Based on the normal distribution (Figure 1) the students at the 5th percentile and the 25th percentile have RIT scores of m-1.65 sd and m-.065 sd. Students at the 75th and 95th percentiles have RIT scores of m+0.65sd and m+1.65sd. Figure 2 shows the results for all Oregon students in math, and Figure 3 for all students in reading. I have added the RIT scores required by ODE to just meet,or to (substantially) exceed,the performance standards. Since the actual test score distribution is approximately, but not exactly, a normal distribution, the calculated scores for the 5% - 95% students may not be exactly correct, but they are very close.

Figures 2 and 3 suggest the following observations:

  1. Test results are very similar for math and reading.
  1. The RIT score distributions are fairly wide and remain fairly constant from grade 3 to grade 10. If we use the difference between the RIT scores at the 95% and 5th percentiles, that difference (range) is between 32 and 39 for math at all grades. For reading, it decreases from a maximum of 38 at grade 3 to a minimum of 31 at grades 8 and 10. Possibly the distributions may be wide because “all students” include several subgroups with different achievement, (more later).
  1. In elementary school, 15-20% of students do not meet the standard, and more than 25% exceed the standard. Progress is well below expectation in the transition from elementary to middle school. Unfortunately, we have assessments only at grade 10 at the high school. Assessments at grades 9 and 11 are very desirable and would give us a much better picture of high school student performance. The biggest problem shown by Figures 2 and 3 is that progress from grade 7 to grade 10 is about 6 points, while our performance standards (meet or exceed) expect 13 points, twice as much, and this low progress is observed for all students (from 5th to 95th percentile, i.e. from low achieving to TAG).
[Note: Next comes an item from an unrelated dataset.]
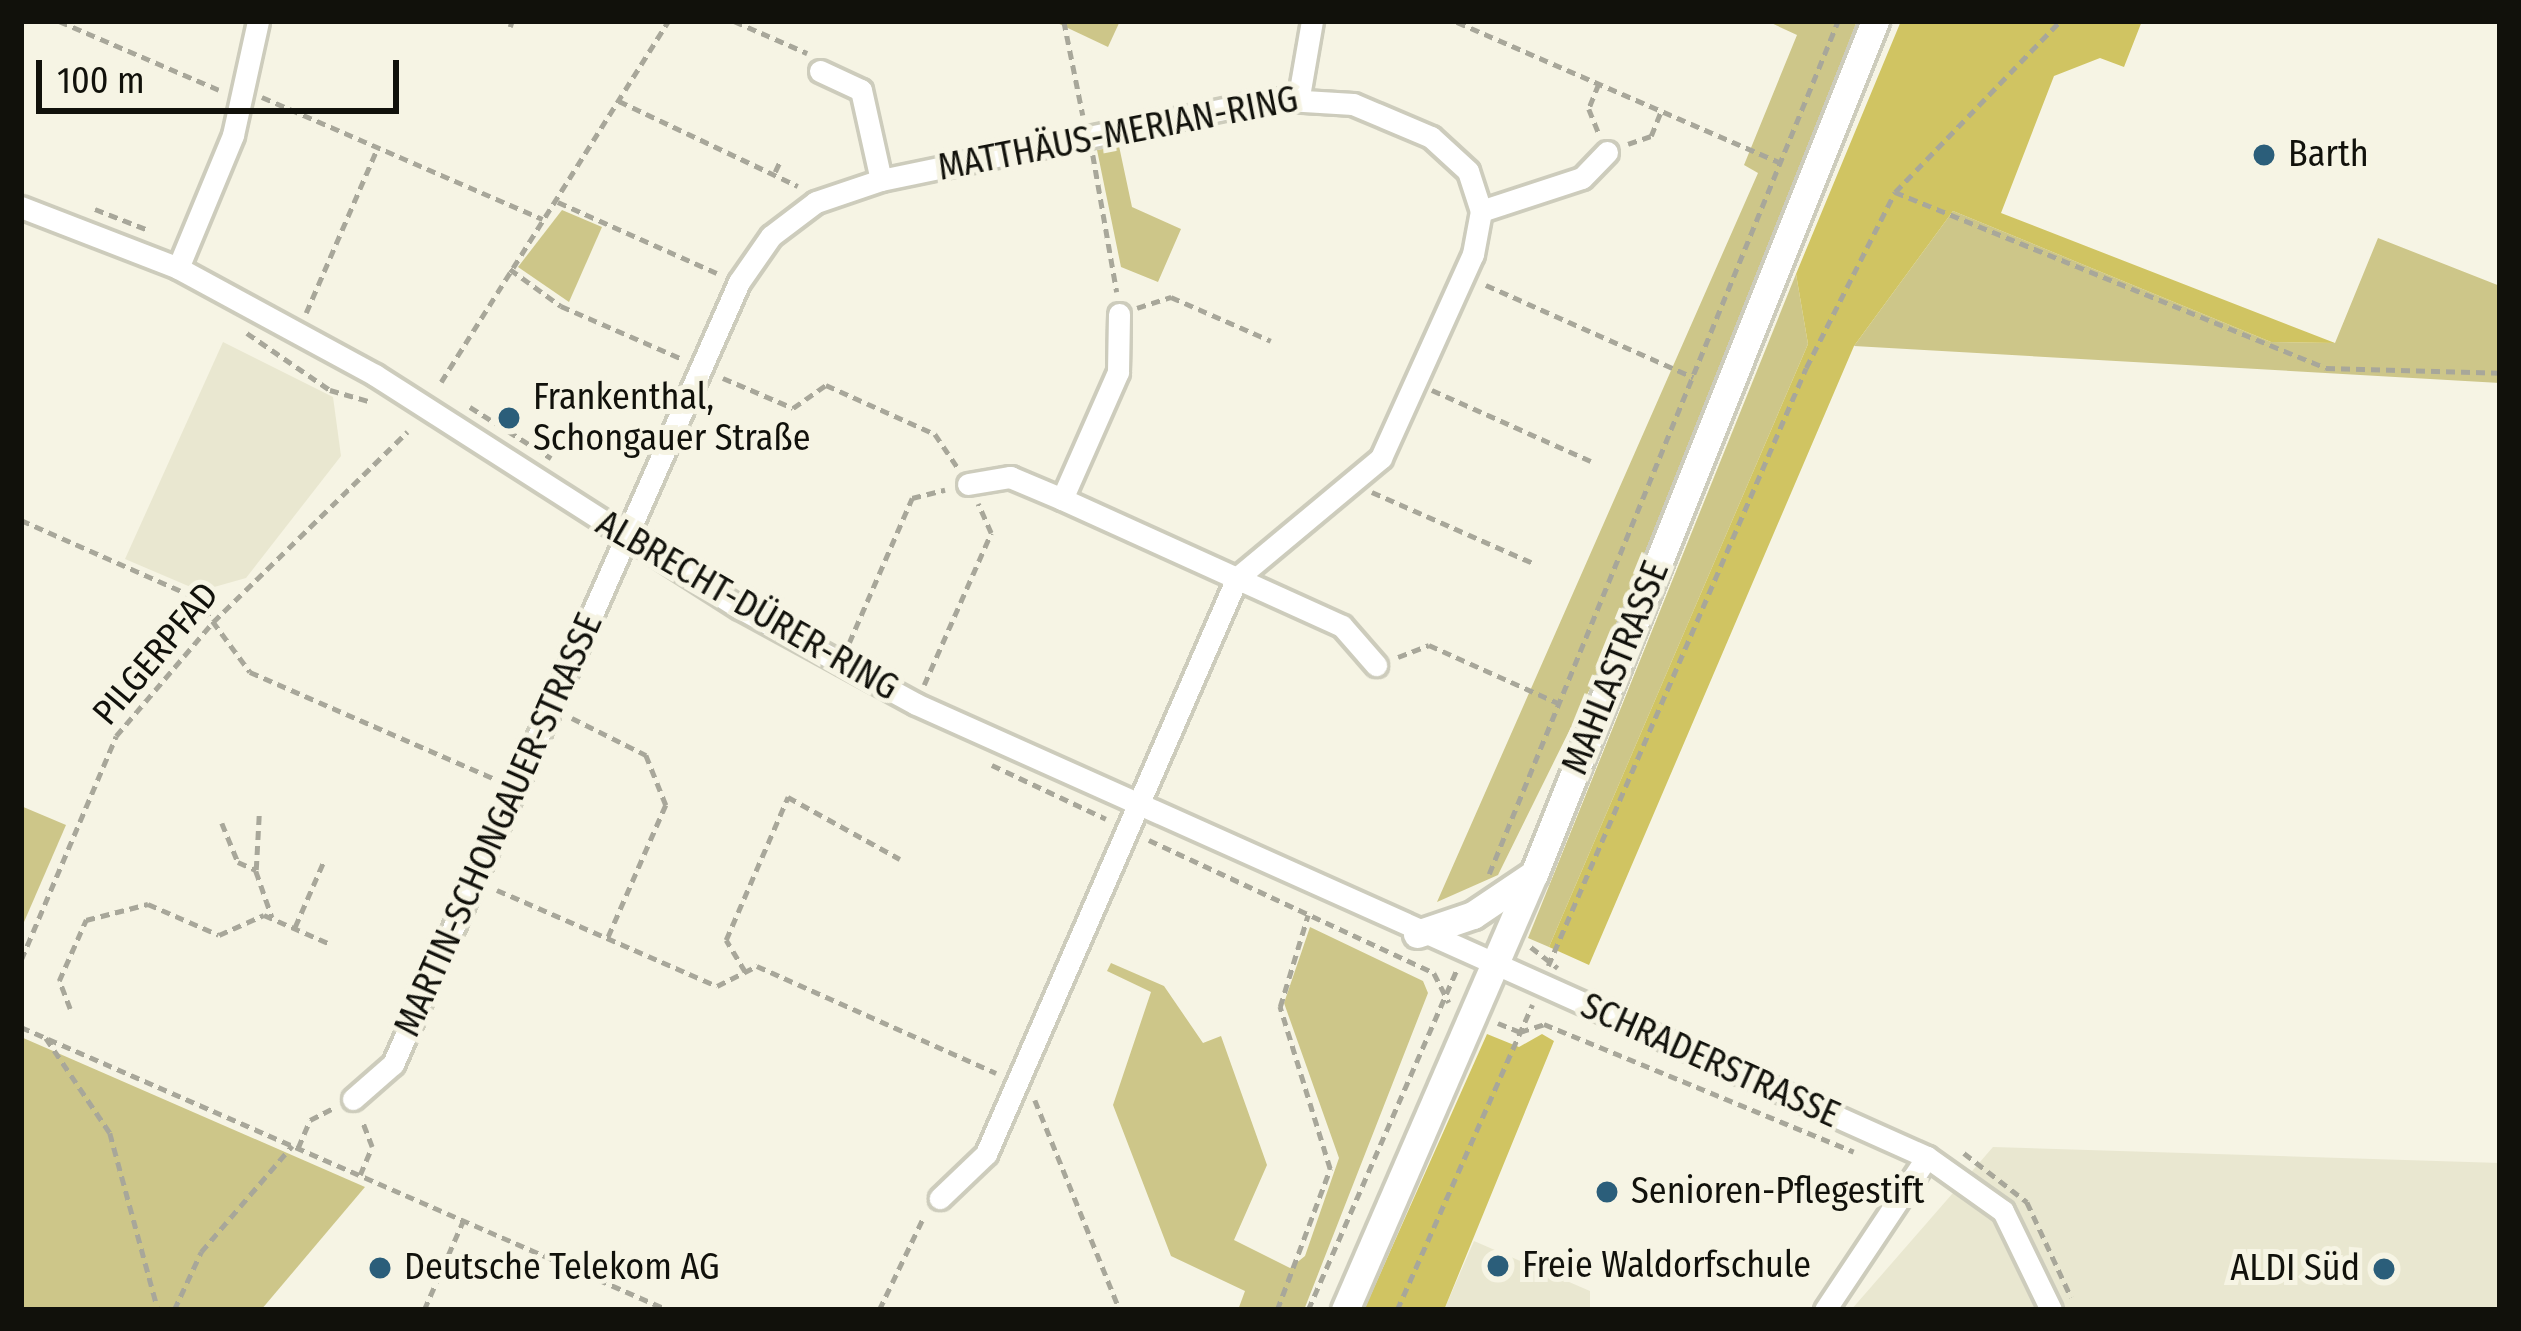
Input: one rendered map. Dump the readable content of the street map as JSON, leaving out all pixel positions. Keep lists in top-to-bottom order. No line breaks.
{"streets":{"street":["MATTHÄUS-MERIAN-RING","ALBRECHT-DÜRER-RING","MAHLASTRASSE","MARTIN-SCHONGAUER-STRASSE","SCHRADERSTRASSE"],"path":["PILGERPFAD"]},"crossings":[["MATTHÄUS-MERIAN-RING","ALBRECHT-DÜRER-RING"],["MATTHÄUS-MERIAN-RING","MARTIN-SCHONGAUER-STRASSE"],["ALBRECHT-DÜRER-RING","MAHLASTRASSE"],["ALBRECHT-DÜRER-RING","MARTIN-SCHONGAUER-STRASSE"],["ALBRECHT-DÜRER-RING","SCHRADERSTRASSE"],["MAHLASTRASSE","SCHRADERSTRASSE"]],"places":["Barth","Frankenthal, Schongauer Straße","Senioren-Pflegestift","Freie Waldorfschule","Deutsche Telekom AG","ALDI Süd"],"scale_bar":"100 m"}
As a result, at grade 10 the mean falls below the meet level in both reading and math, which is not acceptable. Now that NCLB dominates K-12 education, this is a very serious problem which causes all Oregon high schools to fail AYP, unless they are small enough to use the statistical exemption for all underperforming subgroups. Many people (wrongly in my view) interpret the steady decrease in mean minus meet from grade 3 to grade 10 as evidence that schools receive bright youngsters in grade 1 and fail to educate them. I personally believe that the educators who set the performance standards had unrealistic expectation of student progress in the mastery of core academic subjects. An urgent task for ODE is to re-examine our performance standards at grade 3 to 10 (or better 1 to 11) and to achieve a closer alignment with actual student performance. This alignment should not be achieved solely by lowering the performance standards at grades 8-11 (which probably would not be accepted by NCLB).

In the meantime the first priority of schools should be to raise student achievement at all percentile levels (which would not necessarily reduce the width of the RIT score distributions).

B.Ethnic Subgroups – Achievement Subgroups

Because the results are so similar for reading and math, the rest of this discussion will focus on math to avoid needless repetition.

Whereas the previous section considered all Oregon students, ODE has disaggregated the data on various subgroups and particularly the five major ethnic subgroups, shown in the Table II. In this study I use the better term “Latino” instead of “Hispanic.”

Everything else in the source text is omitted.